Early rocker Gene Vincent was born today, February 11, 1935. Vincent not only being an early player in the nascent rock ‘n’ roll world with hits like “Be-Bop-A-Lula” was also an influence on The Doors and Jim Morrison, Vincent was the first rock star to wear full leather suits onstage.
Vincent was born Vincent Eugene Craddock in Norfolk, Virginia, and counts many the same influences as Elvis did, namely rhythm and blues, gospel, and country music, and received his first guitar when he was 12 years old. The young Vincent also had some coincidences in his life as Jim Morrison, the first being the Navy. He dropped out of high school and joined the Navy at age 17, where he proved to be a good sailor, and while he never saw action he is credited with a deployment during the American involvement in the Korean war. He was also known as being a troublemaker when on liberty. Vincent was planning on making a career out of the Navy and with a $612 reenlistment bonus bought a Triumph motorcycle and in July 1955 he was involved in a severe motorcycle accident that almost caused the amputation of his left leg. He refused to allow his leg to be amputated and the leg was saved but due to the extent of his injuries Vincent was discharged from the Navy.

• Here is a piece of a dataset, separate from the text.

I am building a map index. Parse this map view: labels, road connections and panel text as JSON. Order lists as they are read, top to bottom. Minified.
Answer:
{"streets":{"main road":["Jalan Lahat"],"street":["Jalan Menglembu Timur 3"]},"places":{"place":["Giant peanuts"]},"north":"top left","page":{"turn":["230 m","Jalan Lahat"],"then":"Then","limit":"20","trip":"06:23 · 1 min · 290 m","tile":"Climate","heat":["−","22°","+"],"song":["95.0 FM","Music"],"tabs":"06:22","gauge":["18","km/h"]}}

Following his discharge Vincent became involved in the Norfolk music scene, changed his name to Gene Vincent, and formed the Rockabilly group, “Gene Vincent and the Blue Caps.” The band proved quickly to be successful. Vincent and the Blue Caps played local Norfolk country bars and won a talent contest, that gained the band a manager. In 1956 Vincent wrote “Be-Bop-A-Lula,” and was signed by Capitol Records which released the song, and it gained national airplay and attention peaking at number 7 on Billboard’s pop charts. Vincent was unable to follow “Be-Bop-A-Lula” with another hit, although he had critically acclaimed songs such as “Race with the Devil,” and “Bluejean Bop.” In another parallel to Morrison’s career Vincent was convicted of public obscenity and fined $10,000 for an erotic performance of the song “Woman Love.”

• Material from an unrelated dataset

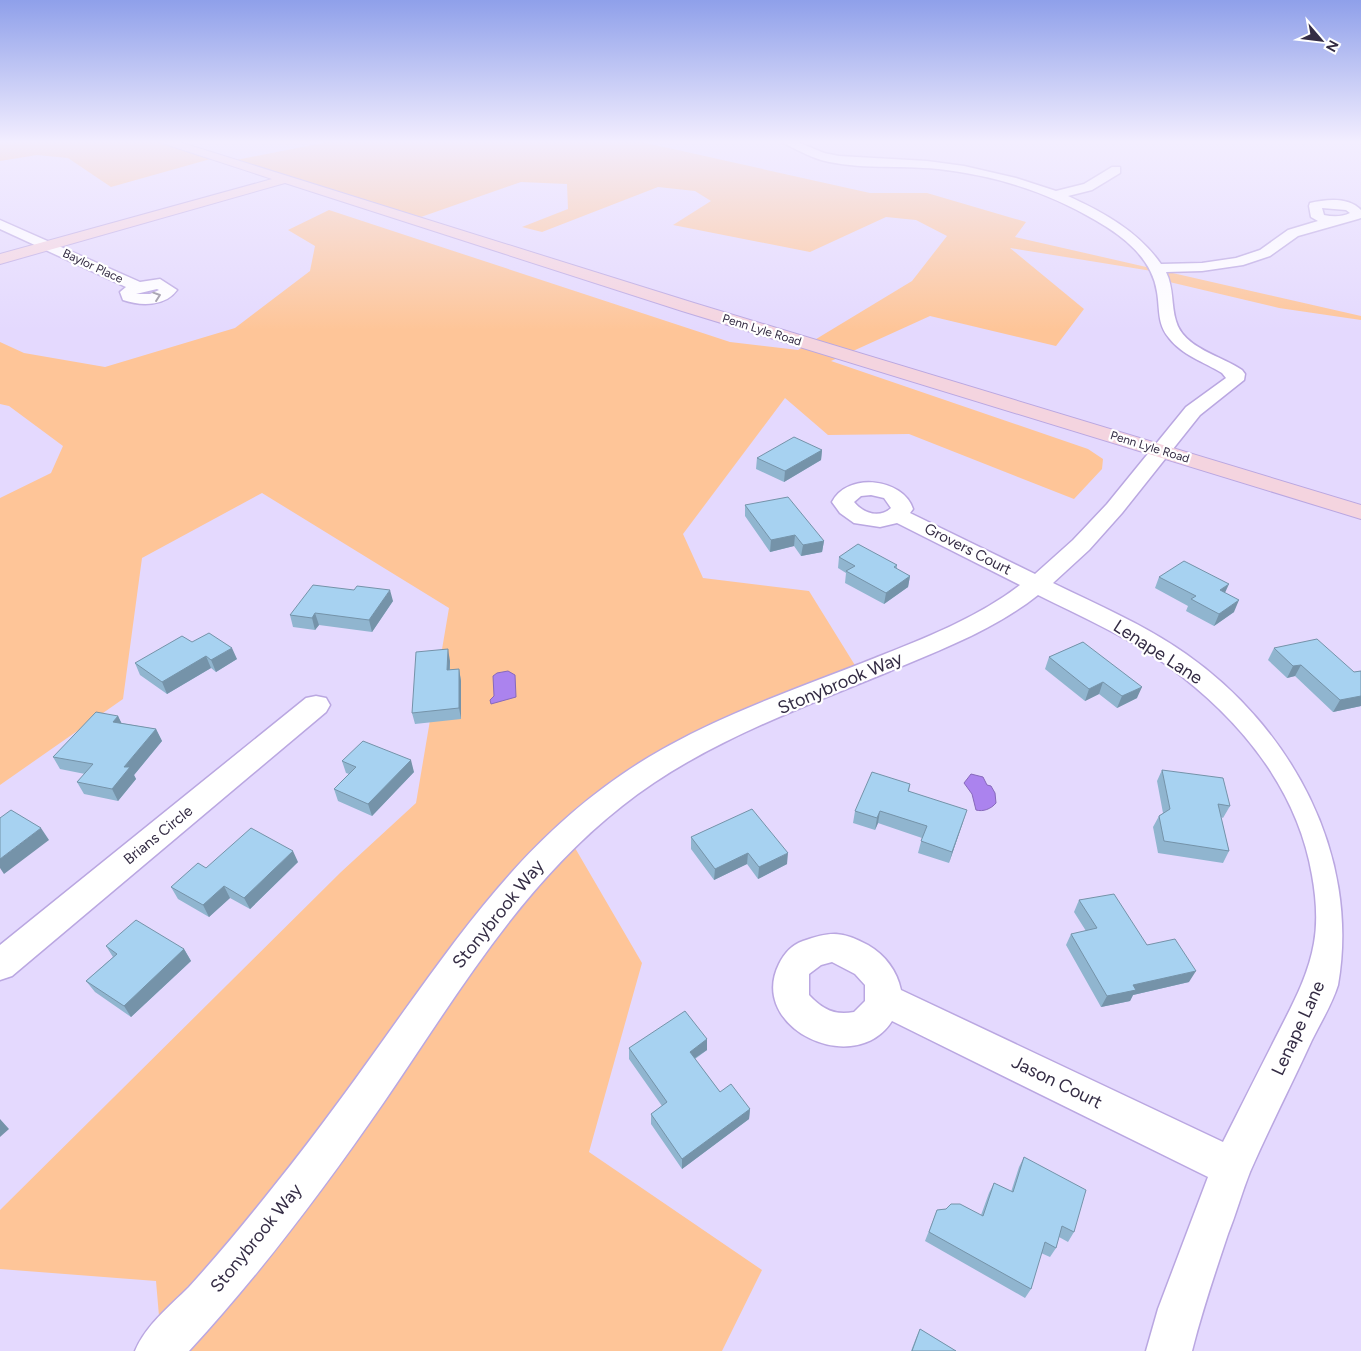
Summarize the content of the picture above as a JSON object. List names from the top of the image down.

In 1959 Vincent, after a dispute with the IRS left for England where he started appearing in leather suits, and he became a well known popular act. Could Vincent have influenced the early Beatles leather look as well as Jim Morrison’s later style? In April 1960 Vincent was in the same car that killed rock star and early guitar hero Eddie Cochran, Vincent survived the crash but also reinjured his leg.

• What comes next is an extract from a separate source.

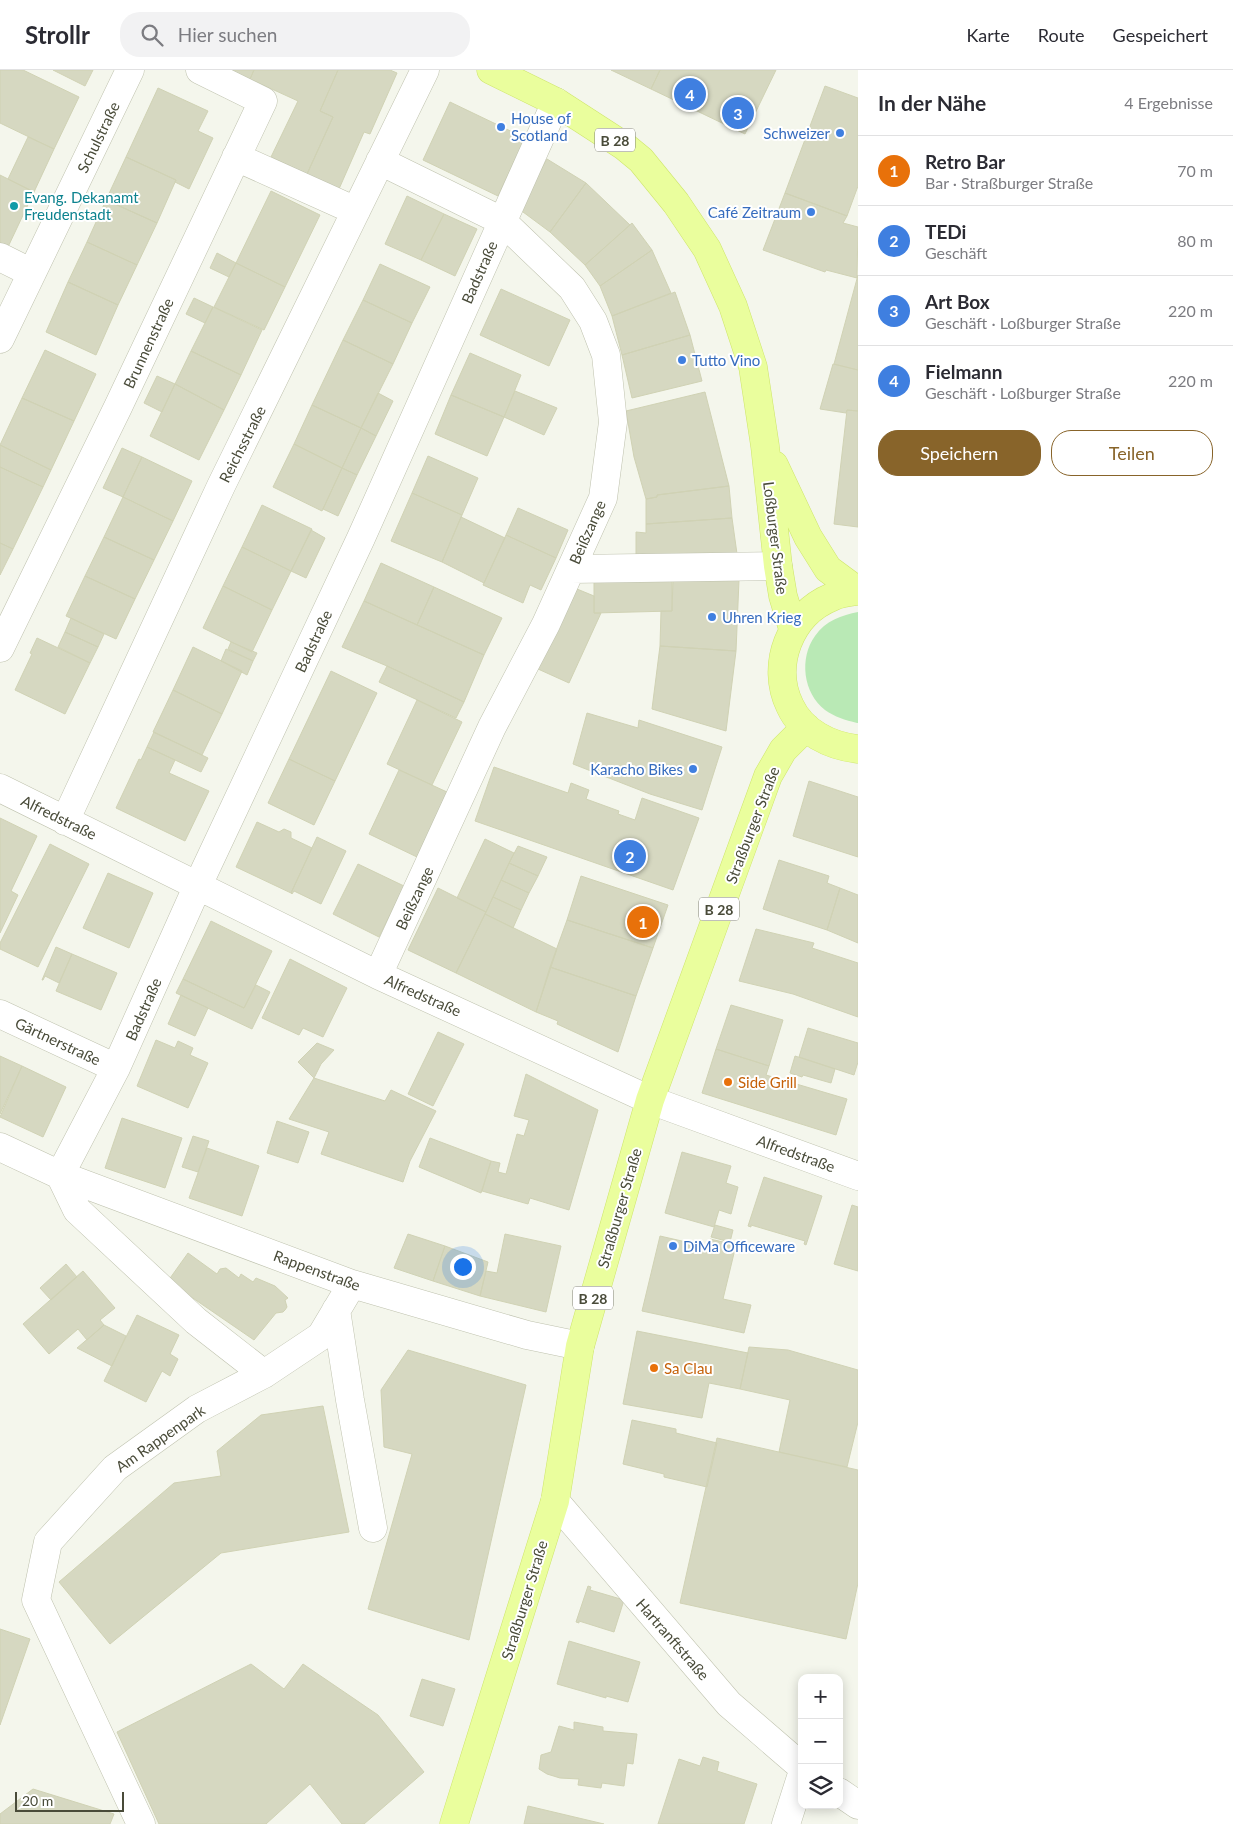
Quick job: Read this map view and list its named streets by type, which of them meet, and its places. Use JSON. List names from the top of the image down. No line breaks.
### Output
{"streets":{"main road":["B 28","Loßburger Straße","Straßburger Straße"],"street":["Schulstraße","Badstraße","Brunnenstraße","Reichsstraße","Beißzange","Alfredstraße","Gärtnerstraße","Rappenstraße","Am Rappenpark","Hartranftstraße"]},"crossings":[["B 28","Loßburger Straße"],["B 28","Straßburger Straße"],["Badstraße","Beißzange"],["Badstraße","Loßburger Straße"],["Badstraße","Alfredstraße"],["Badstraße","Gärtnerstraße"],["Badstraße","Rappenstraße"],["Reichsstraße","Beißzange"],["Reichsstraße","Alfredstraße"],["Beißzange","Alfredstraße"],["Alfredstraße","Straßburger Straße"],["Straßburger Straße","Rappenstraße"],["Straßburger Straße","Hartranftstraße"],["Rappenstraße","Am Rappenpark"]],"places":["House of Scotland","Schweizer","Evang. Dekanamt Freudenstadt","Café Zeitraum","Tutto Vino","Uhren Krieg","Karacho Bikes","Side Grill","DiMa Officeware","Sa Clau"],"scale_bar":"20 m","page":{"header":"Strollr","search":"Hier suchen","nav":["Karte","Route","Gespeichert"],"heading":["In der Nähe","4 Ergebnisse"],"pins":["4","3","2","1"],"list":[{"mark":"1","name":"Retro Bar","note":"Bar · Straßburger Straße","value":"70 m"},{"mark":"2","name":"TEDi","note":"Geschäft","value":"80 m"},{"mark":"3","name":"Art Box","note":"Geschäft · Loßburger Straße","value":"220 m"},{"mark":"4","name":"Fielmann","note":"Geschäft · Loßburger Straße","value":"220 m"}],"buttons":["Speichern","Teilen"],"map_buttons":["+","−"],"scale":"20 m"}}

As the 60’s rolled around and music changed in a post-Beatles world Vincent found his efforts to reestablish his career were unsuccessful although he did tour throughout the 60’s and played at the 1969 Toronto Rock ‘n’ Roll Revival along with The Doors (see related articles) where he and Morrison met and Morrison hung out with Vincent for a while afterwards. In a final coincidence between Vincent and Morrison, Vincent outlived Morrison by three months dying in October of 1971 from a ruptured stomach ulcer. Vincent was later inducted into the Rockabilly Hall of Fame, as well as the Rock ‘n’ Roll Hall of Fame.